◆ **Directions**
Leave out the pictures, and retype the remaining data exactly.

◆ **Source data**
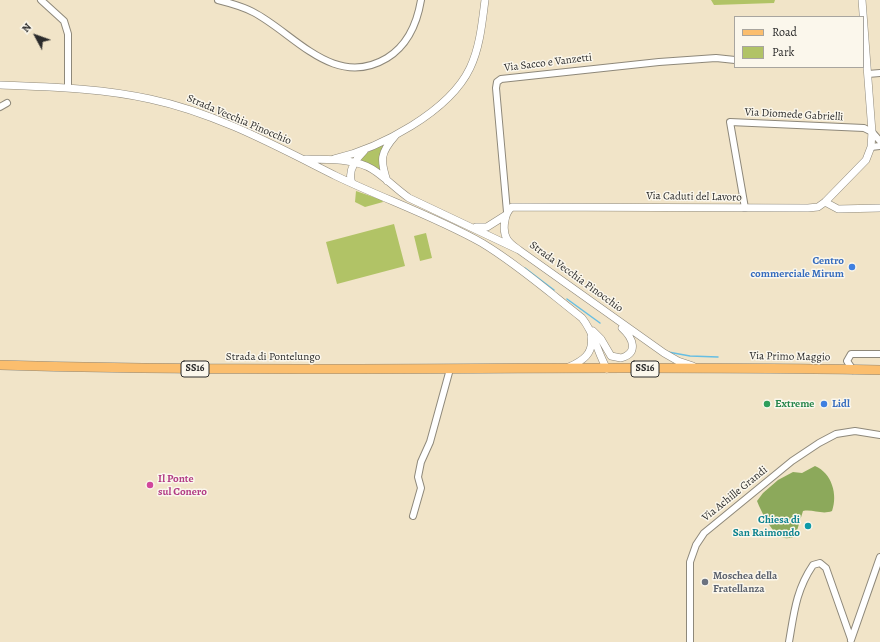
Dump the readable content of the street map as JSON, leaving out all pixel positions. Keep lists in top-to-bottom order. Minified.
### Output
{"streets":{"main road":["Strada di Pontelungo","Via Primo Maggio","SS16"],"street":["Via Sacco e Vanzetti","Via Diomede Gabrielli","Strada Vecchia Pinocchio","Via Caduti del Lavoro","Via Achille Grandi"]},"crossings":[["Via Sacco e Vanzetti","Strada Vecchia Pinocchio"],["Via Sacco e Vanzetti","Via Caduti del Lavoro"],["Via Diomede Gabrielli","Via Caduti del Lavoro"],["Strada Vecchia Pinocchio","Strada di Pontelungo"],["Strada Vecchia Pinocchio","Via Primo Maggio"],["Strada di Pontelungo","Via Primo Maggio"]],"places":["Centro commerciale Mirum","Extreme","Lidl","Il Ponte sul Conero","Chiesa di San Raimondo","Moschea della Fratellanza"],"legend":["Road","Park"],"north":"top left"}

◆ **Exercise output**
Dump the readable content of the street map as JSON, leaving out all pixel positions. Keep lists in top-to-bottom order. Minified.
### Output
{"streets":{"main road":["Strada di Pontelungo","Via Primo Maggio","SS16"],"street":["Via Sacco e Vanzetti","Via Diomede Gabrielli","Strada Vecchia Pinocchio","Via Caduti del Lavoro","Via Achille Grandi"]},"crossings":[["Via Sacco e Vanzetti","Strada Vecchia Pinocchio"],["Via Sacco e Vanzetti","Via Caduti del Lavoro"],["Via Diomede Gabrielli","Via Caduti del Lavoro"],["Strada Vecchia Pinocchio","Strada di Pontelungo"],["Strada Vecchia Pinocchio","Via Primo Maggio"],["Strada di Pontelungo","Via Primo Maggio"]],"places":["Centro commerciale Mirum","Extreme","Lidl","Il Ponte sul Conero","Chiesa di San Raimondo","Moschea della Fratellanza"],"legend":["Road","Park"],"north":"top left"}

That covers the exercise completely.